It’s a curiosity, this one. I don’t know if you’ve seen Paolo Angeli‘s prepared guitar (have a look on YouTube), but it’s legions more cumbersome than the old crocodile clips and ebows that pass for prepared guitar in some circles. Part of me thinks of tacky one-man-bands when I look at it but, luckily for Angeli, the absurd look of his creation is quickly mollified by the dexterous and intelligent use he puts it to. In fact, calling it a ‘prepared guitar’ is a bit of a misnomer. It’s more of a box of sounds that happens to be built around a guitar. He’s got all sorts of fans, hammers, resonant strings, percussive whatsits in his set-up. Fukushima, by contrast, sticks to playing ‘just’ the violin and singing here – that seems an odd way to phrase things, given how lovely her tone is, how clean her mordants and artifical harmonics are.

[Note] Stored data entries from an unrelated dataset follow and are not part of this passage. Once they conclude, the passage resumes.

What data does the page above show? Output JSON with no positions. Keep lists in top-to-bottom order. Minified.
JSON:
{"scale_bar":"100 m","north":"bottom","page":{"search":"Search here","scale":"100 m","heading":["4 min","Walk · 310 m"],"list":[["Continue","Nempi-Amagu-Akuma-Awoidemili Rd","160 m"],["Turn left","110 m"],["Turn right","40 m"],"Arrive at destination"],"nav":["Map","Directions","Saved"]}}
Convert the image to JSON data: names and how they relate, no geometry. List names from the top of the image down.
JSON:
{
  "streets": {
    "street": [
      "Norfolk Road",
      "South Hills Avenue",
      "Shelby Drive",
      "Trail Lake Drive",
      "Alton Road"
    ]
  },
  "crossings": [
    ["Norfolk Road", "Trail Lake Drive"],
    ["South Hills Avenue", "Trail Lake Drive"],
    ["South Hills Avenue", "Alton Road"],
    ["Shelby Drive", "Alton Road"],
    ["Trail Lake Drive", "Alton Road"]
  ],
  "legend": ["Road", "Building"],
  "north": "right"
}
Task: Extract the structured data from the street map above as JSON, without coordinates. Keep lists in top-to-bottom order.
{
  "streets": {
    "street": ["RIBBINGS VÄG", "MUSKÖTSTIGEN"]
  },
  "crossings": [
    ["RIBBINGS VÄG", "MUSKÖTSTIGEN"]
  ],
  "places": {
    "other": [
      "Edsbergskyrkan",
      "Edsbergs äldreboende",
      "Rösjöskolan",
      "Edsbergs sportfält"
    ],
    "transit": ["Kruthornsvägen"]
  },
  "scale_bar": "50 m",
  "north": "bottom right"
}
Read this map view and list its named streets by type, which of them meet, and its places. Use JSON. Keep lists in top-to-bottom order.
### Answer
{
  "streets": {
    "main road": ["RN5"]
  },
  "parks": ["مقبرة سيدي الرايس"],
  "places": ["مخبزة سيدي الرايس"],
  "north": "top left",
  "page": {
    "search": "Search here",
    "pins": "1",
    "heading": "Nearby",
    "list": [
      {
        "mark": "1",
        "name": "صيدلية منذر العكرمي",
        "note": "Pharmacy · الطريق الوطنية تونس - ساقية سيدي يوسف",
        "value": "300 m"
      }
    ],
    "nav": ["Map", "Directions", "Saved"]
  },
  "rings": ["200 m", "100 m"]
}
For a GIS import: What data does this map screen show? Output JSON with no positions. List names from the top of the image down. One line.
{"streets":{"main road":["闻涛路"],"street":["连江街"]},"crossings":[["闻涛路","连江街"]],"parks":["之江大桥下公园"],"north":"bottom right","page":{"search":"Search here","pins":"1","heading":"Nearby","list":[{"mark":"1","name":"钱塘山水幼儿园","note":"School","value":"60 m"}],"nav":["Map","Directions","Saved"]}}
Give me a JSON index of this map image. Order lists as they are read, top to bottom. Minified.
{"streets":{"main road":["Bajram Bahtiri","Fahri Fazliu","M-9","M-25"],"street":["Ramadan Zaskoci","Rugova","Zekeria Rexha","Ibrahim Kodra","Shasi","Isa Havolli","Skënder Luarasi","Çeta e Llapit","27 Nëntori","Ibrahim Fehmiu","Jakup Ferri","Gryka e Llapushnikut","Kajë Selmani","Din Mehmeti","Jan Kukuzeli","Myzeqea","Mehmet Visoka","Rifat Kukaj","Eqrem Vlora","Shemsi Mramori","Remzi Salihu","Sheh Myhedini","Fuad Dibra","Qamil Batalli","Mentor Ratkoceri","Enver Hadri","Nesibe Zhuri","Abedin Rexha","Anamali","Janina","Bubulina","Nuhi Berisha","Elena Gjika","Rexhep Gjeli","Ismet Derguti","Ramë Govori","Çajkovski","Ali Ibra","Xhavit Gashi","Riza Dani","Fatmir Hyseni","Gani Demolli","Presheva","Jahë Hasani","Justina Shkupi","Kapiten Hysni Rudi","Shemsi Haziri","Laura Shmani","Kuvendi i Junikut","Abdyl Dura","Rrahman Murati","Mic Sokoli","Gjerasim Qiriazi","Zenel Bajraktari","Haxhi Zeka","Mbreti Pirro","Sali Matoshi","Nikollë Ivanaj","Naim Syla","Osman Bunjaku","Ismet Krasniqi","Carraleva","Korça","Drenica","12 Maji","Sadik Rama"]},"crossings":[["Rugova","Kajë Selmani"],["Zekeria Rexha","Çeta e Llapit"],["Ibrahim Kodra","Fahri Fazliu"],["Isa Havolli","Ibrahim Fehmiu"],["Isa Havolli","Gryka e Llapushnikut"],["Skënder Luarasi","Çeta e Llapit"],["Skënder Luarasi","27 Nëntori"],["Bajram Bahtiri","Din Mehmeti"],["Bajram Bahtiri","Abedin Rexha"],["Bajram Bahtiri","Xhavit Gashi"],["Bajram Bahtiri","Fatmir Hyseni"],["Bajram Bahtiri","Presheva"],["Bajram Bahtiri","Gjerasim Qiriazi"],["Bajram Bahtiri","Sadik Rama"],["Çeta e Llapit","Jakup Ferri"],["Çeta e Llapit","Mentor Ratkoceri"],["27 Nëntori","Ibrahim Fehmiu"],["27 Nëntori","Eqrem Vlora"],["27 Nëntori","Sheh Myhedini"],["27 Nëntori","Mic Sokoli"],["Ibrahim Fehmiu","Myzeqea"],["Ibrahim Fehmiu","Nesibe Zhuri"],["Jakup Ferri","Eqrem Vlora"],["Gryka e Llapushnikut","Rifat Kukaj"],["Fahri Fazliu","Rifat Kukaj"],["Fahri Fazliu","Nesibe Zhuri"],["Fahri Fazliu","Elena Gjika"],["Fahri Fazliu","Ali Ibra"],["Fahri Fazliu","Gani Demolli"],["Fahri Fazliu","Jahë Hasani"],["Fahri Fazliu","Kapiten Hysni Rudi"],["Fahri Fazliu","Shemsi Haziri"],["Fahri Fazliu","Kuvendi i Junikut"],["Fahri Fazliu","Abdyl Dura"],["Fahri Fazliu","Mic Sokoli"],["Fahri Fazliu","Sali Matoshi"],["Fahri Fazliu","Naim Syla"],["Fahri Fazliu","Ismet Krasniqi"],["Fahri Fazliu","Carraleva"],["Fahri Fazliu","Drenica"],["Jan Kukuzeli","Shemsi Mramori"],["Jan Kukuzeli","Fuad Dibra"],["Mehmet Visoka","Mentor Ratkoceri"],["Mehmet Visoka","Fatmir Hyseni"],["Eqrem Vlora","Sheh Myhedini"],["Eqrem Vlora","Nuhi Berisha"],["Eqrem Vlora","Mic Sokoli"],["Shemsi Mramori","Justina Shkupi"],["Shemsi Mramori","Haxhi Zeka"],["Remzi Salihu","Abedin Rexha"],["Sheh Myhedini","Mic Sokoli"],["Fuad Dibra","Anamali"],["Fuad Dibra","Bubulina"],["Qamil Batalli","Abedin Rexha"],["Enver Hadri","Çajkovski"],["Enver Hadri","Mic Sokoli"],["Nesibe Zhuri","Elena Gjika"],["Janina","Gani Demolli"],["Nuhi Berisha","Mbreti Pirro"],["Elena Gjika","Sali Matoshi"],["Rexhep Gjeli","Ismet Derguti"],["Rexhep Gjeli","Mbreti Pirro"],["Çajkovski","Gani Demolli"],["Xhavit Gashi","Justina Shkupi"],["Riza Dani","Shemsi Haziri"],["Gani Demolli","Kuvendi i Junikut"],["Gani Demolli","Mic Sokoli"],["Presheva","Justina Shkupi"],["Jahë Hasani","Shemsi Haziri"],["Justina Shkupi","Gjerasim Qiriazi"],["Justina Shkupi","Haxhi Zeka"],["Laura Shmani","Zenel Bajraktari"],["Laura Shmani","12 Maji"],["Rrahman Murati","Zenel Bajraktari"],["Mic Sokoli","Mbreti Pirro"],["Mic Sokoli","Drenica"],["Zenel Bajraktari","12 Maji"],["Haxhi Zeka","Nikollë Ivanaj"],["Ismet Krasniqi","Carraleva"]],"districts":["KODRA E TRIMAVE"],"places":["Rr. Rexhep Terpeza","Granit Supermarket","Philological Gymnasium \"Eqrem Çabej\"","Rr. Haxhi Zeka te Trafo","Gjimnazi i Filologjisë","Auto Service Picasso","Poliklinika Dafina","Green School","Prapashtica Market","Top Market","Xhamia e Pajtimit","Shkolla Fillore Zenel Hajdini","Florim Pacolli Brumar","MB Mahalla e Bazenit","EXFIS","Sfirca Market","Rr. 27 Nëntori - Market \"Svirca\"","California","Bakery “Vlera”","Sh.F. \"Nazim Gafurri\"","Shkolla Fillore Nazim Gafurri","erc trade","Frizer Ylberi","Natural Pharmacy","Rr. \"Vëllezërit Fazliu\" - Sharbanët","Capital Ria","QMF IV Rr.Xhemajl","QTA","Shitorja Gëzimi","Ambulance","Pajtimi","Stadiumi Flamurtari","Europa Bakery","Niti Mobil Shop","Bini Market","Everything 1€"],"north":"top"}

Anyway – this record is definitely marked by two musicians who know their instruments inside-out. It’s seemingly highly-structured stuff – the songs seem built around a logic of sitting ideas and genres next to each other without too much care for obvious continuity. But it’s not the genre-hopping terror of a lot of this sort of thing – the songs work with a narrative of their own, and motifs pop their heads in and out of the door just to keep the audience together.A lot of it sits closer to the Radio 3‘s Late Junction side of experimental music – so while there are bits where Angeli’s plugging a Keith Rowe-esque idea, it’s always within a tightly-controlled narrative of what the song needs, rather than exploring the textures and ideas of his guitar preparations as sounds-in-themselves. Which is great really. Both players here have built a stock of sonic ideas from a range of places – difficult artificial harmonics and ricochet playing from Fukishima, baroque bass viol styling and flamenco percussion from Angeli. There’s times where it feels like both have listened to a lot of The Wire side of experimental stuff but decided to marry that to their (obviously well-considered) affection for traditions from across Europe. For my notes on track 3 (“Vetro Soffiato”) I’ve written ‘Toshio Hosokawa baroques out,’ and the same song uses what might be a loose bridge buzzing to create a sonic effect similar to that of a hurdy-gurdy.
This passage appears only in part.